▶ _Data to examine_

>>

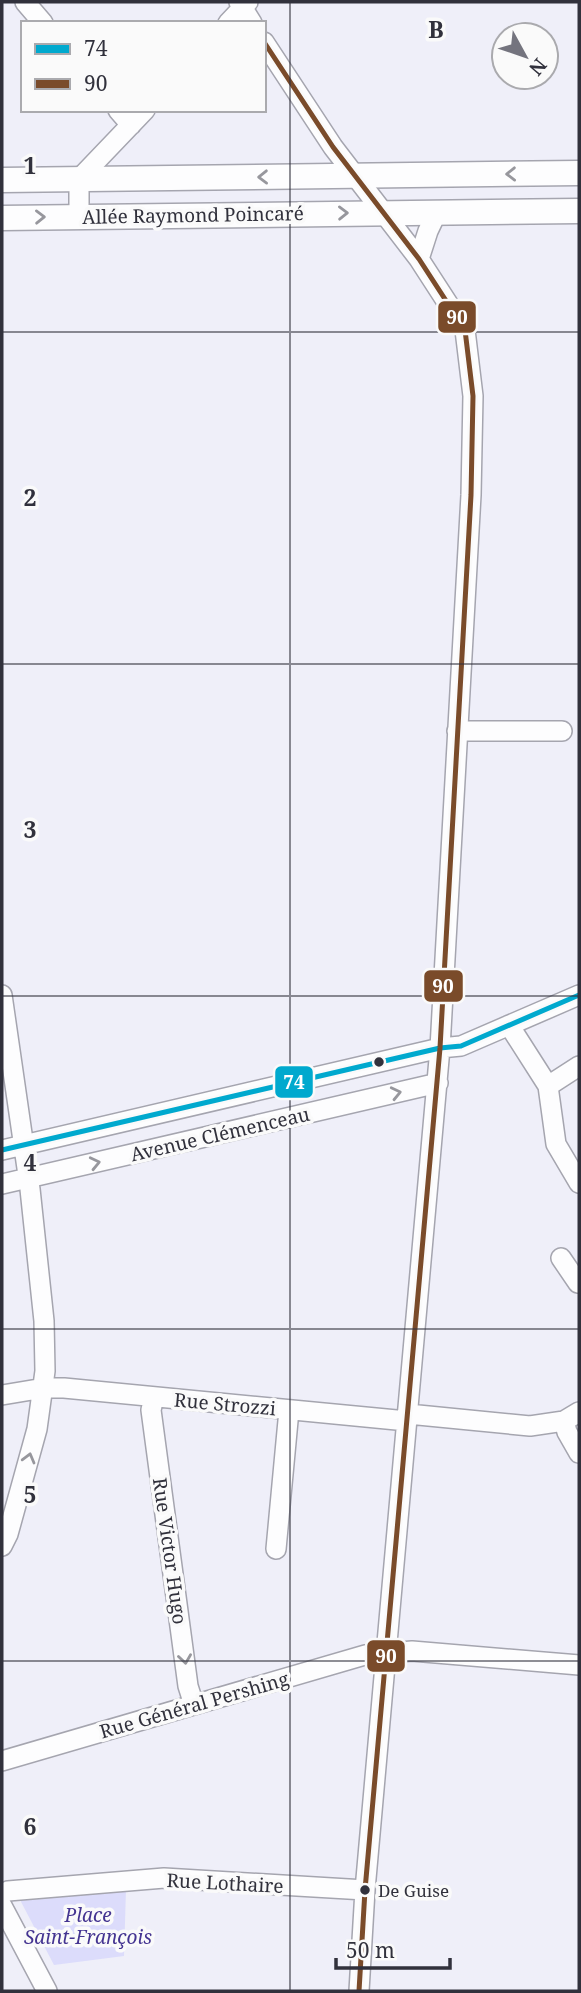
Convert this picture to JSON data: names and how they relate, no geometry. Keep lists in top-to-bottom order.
{
  "streets": {
    "main road": ["Allée Raymond Poincaré"],
    "street": [
      "Avenue Clémenceau",
      "Rue Strozzi",
      "Rue Victor Hugo",
      "Rue Général Pershing",
      "Rue Lothaire"
    ]
  },
  "crossings": [
    ["Rue Strozzi", "Rue Victor Hugo"],
    ["Rue Victor Hugo", "Rue Général Pershing"]
  ],
  "parks": ["Place Saint-François"],
  "places": ["De Guise"],
  "lines": ["transit line 90", "transit line 74"],
  "legend": ["74", "90"],
  "scale_bar": "50 m",
  "north": "bottom right",
  "grid": {
    "columns": ["B"],
    "rows": [
      "1",
      "2",
      "3",
      "4",
      "5",
      "6"
    ]
  }
}
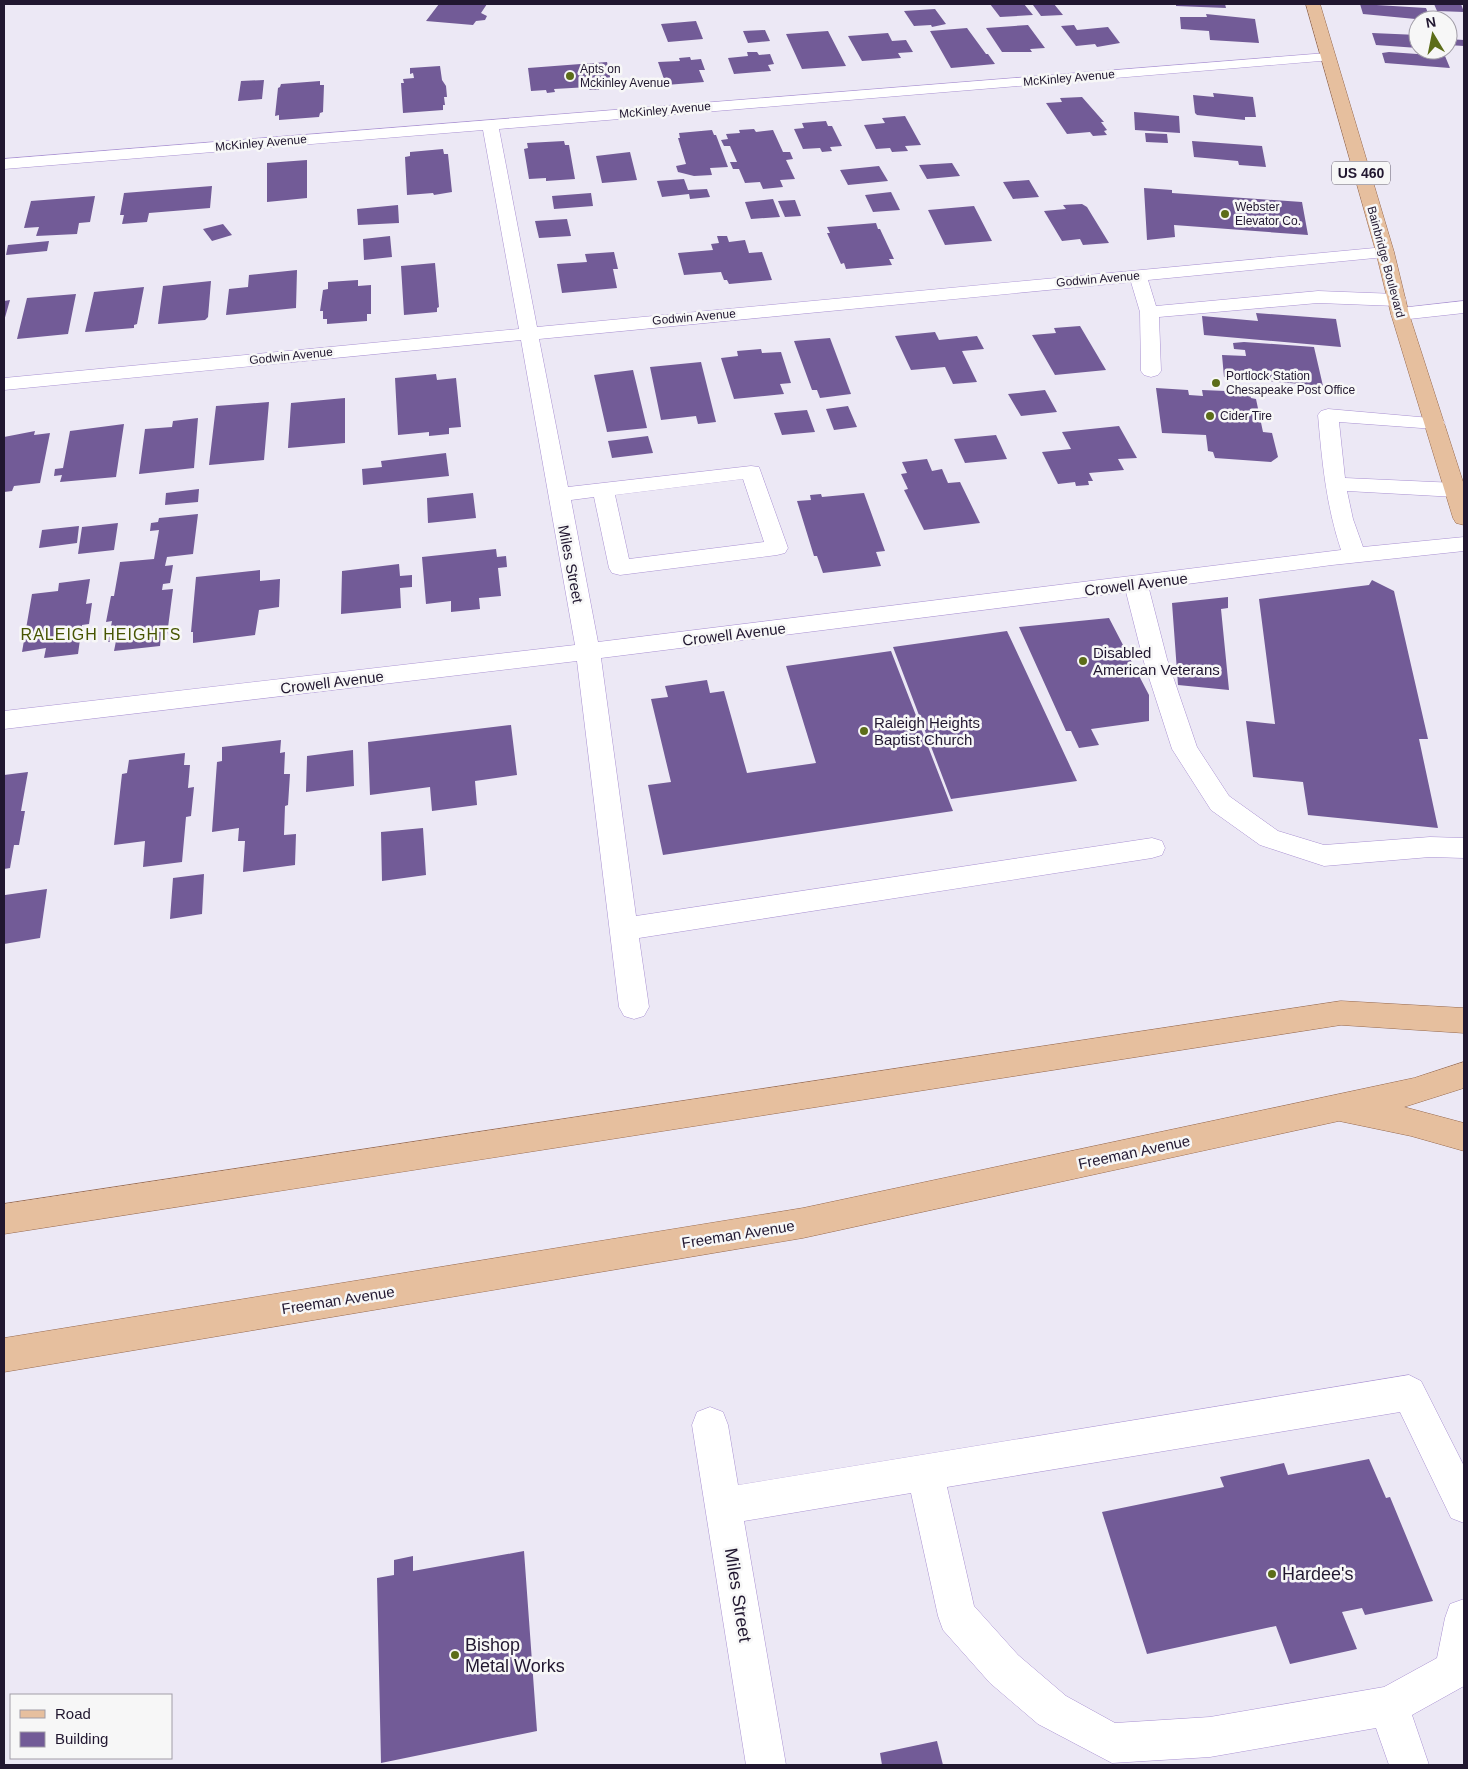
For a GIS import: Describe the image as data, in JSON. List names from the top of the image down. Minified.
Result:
{"streets":{"main road":["US 460","Bainbridge Boulevard","Freeman Avenue"],"street":["McKinley Avenue","Godwin Avenue","Miles Street","Crowell Avenue"]},"crossings":[["McKinley Avenue","Bainbridge Boulevard"],["McKinley Avenue","Miles Street"],["Bainbridge Boulevard","Godwin Avenue"],["Godwin Avenue","Miles Street"],["Miles Street","Crowell Avenue"]],"districts":["RALEIGH HEIGHTS"],"places":["Apts on Mckinley Avenue","Webster Elevator Co.","Portlock Station Chesapeake Post Office","Cider Tire","Disabled American Veterans","Raleigh Heights Baptist Church","Hardee's","Bishop Metal Works"],"legend":["Road","Building"],"north":"top"}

<<

▶ _What you will do_
Line by line, write out the entries exactly, and leave the pictures out.

▶ _Answer below_
Convert this picture to JSON data: names and how they relate, no geometry. Keep lists in top-to-bottom order.
{
  "streets": {
    "main road": ["Allée Raymond Poincaré"],
    "street": [
      "Avenue Clémenceau",
      "Rue Strozzi",
      "Rue Victor Hugo",
      "Rue Général Pershing",
      "Rue Lothaire"
    ]
  },
  "crossings": [
    ["Rue Strozzi", "Rue Victor Hugo"],
    ["Rue Victor Hugo", "Rue Général Pershing"]
  ],
  "parks": ["Place Saint-François"],
  "places": ["De Guise"],
  "lines": ["transit line 90", "transit line 74"],
  "legend": ["74", "90"],
  "scale_bar": "50 m",
  "north": "bottom right",
  "grid": {
    "columns": ["B"],
    "rows": [
      "1",
      "2",
      "3",
      "4",
      "5",
      "6"
    ]
  }
}
For a GIS import: Describe the image as data, in JSON. List names from the top of the image down. Minified.
Result:
{"streets":{"main road":["US 460","Bainbridge Boulevard","Freeman Avenue"],"street":["McKinley Avenue","Godwin Avenue","Miles Street","Crowell Avenue"]},"crossings":[["McKinley Avenue","Bainbridge Boulevard"],["McKinley Avenue","Miles Street"],["Bainbridge Boulevard","Godwin Avenue"],["Godwin Avenue","Miles Street"],["Miles Street","Crowell Avenue"]],"districts":["RALEIGH HEIGHTS"],"places":["Apts on Mckinley Avenue","Webster Elevator Co.","Portlock Station Chesapeake Post Office","Cider Tire","Disabled American Veterans","Raleigh Heights Baptist Church","Hardee's","Bishop Metal Works"],"legend":["Road","Building"],"north":"top"}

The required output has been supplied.